The Federal Reserve said on Wednesday the outlook for the U.S. economy had improved a bit in recent weeks but that low interest rates would be needed for some time to ensure it recovers from its deep recession.
Wrapping up a two-day policy meeting, the U.S. central bank said it had decided to hold benchmark overnight interest rates in the range of zero to 0.25 percent reached in December even as officials took stock of some recent hopeful economic signs.
Although the economic outlook has improved modestly since the March meeting, partly reflecting some easing of financial market conditions, economic activity is likely to remain weak for a time, the Fed said in a statement.
The economy has continued to contract, though the pace of contraction appears to be somewhat slower, it said.
Stocks shot higher and government bond prices sank as the Fed's announcement added to a sense of light at the end of the tunnel. The dollar rose against the yen but lost ground to the euro as investors' appetite for risk increased, easing demand for both the dollar and the yen as a safe haven.
The economy has gone from being in a freefall and is now on the road to recovery, said Mark Vitner, an economist for Wachovia Securities in Charlotte, North Carolina.
After their last meeting on March 17-18, Fed officials had offered no hint the recession was abating and they announced plans to pump an additional $1.15 trillion into the economy.
On Wednesday, no new actions were announced, although the central bank repeated its pledge to use all available tools to promote recovery and reiterated a vow to keep rates low for an extended period.
A leading bond fund executive cautioned that the Fed runs the risk of a Japanese-style scenario of prolonged weak growth and deflation if policy-makers pull back from efforts to support the struggling economy prematurely.

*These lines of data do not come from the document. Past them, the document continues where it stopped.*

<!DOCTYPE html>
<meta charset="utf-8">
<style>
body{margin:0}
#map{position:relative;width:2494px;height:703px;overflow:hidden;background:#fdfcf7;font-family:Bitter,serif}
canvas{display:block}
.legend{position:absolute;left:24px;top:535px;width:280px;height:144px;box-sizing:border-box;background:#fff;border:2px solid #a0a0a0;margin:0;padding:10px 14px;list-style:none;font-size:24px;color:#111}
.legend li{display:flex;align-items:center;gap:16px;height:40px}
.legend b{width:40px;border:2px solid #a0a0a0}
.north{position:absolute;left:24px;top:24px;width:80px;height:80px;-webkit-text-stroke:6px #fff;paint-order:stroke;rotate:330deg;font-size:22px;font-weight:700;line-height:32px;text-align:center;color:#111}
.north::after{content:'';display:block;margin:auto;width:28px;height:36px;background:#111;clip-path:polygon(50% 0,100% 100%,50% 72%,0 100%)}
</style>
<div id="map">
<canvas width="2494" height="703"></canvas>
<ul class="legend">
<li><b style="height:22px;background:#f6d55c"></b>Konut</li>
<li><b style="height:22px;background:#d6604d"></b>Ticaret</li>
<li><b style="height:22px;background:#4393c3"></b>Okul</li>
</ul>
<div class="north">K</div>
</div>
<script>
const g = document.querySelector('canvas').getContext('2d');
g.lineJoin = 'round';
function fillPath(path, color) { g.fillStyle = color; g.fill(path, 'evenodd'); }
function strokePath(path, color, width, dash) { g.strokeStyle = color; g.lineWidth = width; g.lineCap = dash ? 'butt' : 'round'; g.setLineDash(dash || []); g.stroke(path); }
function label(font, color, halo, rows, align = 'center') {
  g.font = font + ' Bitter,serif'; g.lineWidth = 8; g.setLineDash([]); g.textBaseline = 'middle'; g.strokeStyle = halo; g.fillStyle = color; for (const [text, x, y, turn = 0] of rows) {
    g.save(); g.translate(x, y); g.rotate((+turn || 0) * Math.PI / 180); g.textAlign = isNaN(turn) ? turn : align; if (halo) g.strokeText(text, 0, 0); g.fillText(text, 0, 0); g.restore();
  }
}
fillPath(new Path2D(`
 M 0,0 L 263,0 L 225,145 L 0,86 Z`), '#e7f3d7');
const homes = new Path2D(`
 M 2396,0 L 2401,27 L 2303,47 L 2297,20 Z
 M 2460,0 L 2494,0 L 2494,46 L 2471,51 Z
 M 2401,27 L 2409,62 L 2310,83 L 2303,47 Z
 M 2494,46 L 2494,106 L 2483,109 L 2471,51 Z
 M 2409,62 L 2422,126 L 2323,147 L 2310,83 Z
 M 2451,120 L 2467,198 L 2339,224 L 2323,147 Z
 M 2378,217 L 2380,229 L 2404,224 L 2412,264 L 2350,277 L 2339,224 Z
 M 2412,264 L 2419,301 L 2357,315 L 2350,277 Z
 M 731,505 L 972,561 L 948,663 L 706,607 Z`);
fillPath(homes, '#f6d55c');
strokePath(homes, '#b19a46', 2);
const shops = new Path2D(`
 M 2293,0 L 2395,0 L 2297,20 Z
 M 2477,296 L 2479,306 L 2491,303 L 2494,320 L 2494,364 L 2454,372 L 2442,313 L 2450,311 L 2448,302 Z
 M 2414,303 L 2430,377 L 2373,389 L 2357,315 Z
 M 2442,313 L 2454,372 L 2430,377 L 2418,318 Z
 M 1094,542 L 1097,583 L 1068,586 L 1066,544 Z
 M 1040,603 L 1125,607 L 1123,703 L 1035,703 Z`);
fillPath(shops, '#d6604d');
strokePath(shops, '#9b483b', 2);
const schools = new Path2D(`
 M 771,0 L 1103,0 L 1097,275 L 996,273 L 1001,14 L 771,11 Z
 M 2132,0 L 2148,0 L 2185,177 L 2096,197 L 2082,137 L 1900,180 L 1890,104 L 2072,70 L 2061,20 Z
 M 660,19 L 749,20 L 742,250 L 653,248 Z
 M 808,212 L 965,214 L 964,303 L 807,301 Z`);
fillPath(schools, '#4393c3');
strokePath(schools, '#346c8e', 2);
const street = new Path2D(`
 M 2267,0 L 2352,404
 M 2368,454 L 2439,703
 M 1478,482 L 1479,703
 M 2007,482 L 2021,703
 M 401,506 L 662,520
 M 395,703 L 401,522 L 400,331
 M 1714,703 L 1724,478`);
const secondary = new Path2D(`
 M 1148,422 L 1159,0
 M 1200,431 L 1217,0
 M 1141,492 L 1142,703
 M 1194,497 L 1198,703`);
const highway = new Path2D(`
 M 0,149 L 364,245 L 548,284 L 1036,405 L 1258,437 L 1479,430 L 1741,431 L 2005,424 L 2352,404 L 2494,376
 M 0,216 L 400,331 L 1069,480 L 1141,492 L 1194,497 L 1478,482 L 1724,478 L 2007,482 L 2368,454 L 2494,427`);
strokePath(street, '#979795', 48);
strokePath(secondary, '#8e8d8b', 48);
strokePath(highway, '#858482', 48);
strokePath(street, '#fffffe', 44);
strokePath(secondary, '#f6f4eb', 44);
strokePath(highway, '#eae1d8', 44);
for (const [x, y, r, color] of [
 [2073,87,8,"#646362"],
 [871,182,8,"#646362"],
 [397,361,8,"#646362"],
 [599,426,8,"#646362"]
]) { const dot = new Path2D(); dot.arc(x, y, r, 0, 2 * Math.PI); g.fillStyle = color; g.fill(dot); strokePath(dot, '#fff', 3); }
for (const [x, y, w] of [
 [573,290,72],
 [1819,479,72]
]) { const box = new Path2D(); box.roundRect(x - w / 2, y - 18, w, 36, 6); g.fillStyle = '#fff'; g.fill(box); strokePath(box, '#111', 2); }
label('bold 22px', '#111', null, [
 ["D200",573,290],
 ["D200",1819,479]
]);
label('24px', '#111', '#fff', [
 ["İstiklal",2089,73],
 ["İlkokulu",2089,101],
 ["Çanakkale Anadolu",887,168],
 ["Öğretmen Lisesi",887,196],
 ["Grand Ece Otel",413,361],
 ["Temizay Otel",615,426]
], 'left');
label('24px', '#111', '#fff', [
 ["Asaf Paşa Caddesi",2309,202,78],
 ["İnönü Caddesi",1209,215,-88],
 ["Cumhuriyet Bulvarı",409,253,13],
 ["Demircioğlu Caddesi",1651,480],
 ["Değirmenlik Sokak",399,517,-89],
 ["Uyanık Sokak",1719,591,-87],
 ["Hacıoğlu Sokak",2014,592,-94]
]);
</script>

Today's statement suggests that policy-makers are now comfortable with partially taking their foot off the accelerator, Mohamed El-Erian, chief executive of Pacific Investment Management Co, told Reuters.
The United States appears to be moving through its economic crisis ahead of other major economies.
The European Central Bank looks set to cut rates to an historic low of 1 percent on May 7 and is considering other steps it can take to prop up a weak euro-zone economy.
In Japan, the central bank is expected to cut its forecast for the Japanese economy at a meeting on Thursday.
GREEN SHOOTS APPEAR
Fed officials are trying to pull the economy out of a deep recession that next month will become the longest since the Great Depression. They warned on Wednesday that with job losses mounting, households pinched by diminished wealth and credit still hard to get, consumers were still under pressure.
Underscoring the economy's perilous state, a Commerce Department report showed on Wednesday that U.S. gross domestic product shrank by a larger-than-expected 6.1 percent annual rate in the first quarter, following a 6.3 percent decline in the fourth quarter of 2008.
The recession has already cost the economy 5.1 million jobs, driving the unemployment rate to a 25-year high of 8.5 percent in March. Economists expect the jobless rate to rise further.
Still, some data have supported Fed Chairman Ben Bernanke's mid-March suggestion that that some green shoots could be seen emerging from the economic wreckage -- even if only showing that the pace of contraction is slowing.
For example, first-time claims for unemployment aid have been running below the 26-1/2 year high touched in late March.
Similarly, while sales of previously owned homes fell in March, inventories of homes available for sale also fell, and some analysts saw the decimated housing sector, which is at the heart of the U.S. economic breakdown, as stabilizing.
The Fed's Beige Book of anecdotal reports from across the nation issued on April 15 said five of the U.S. central bank's 12 districts saw the pace of decline in the economy slowing.
Even the report on first-quarter GDP offered some hopeful signs. Consumer spending turned up and business inventories fell sharply, which could pave the way for future production.
At their last meeting, policy-makers reacted to a sense that the economy was deteriorating quickly with a massive expansion of their credit-easing efforts.
The Fed announced it would buy $300 billion in long-term U.S. government debt and increase purchases of debt and securities issued by government-supported mortgage agencies by $850 billion in a bid to lower mortgage and other interest rates.
Policy-makers said on Wednesday they would adjust purchases in response to the changing economic outlook and developments in financial markets.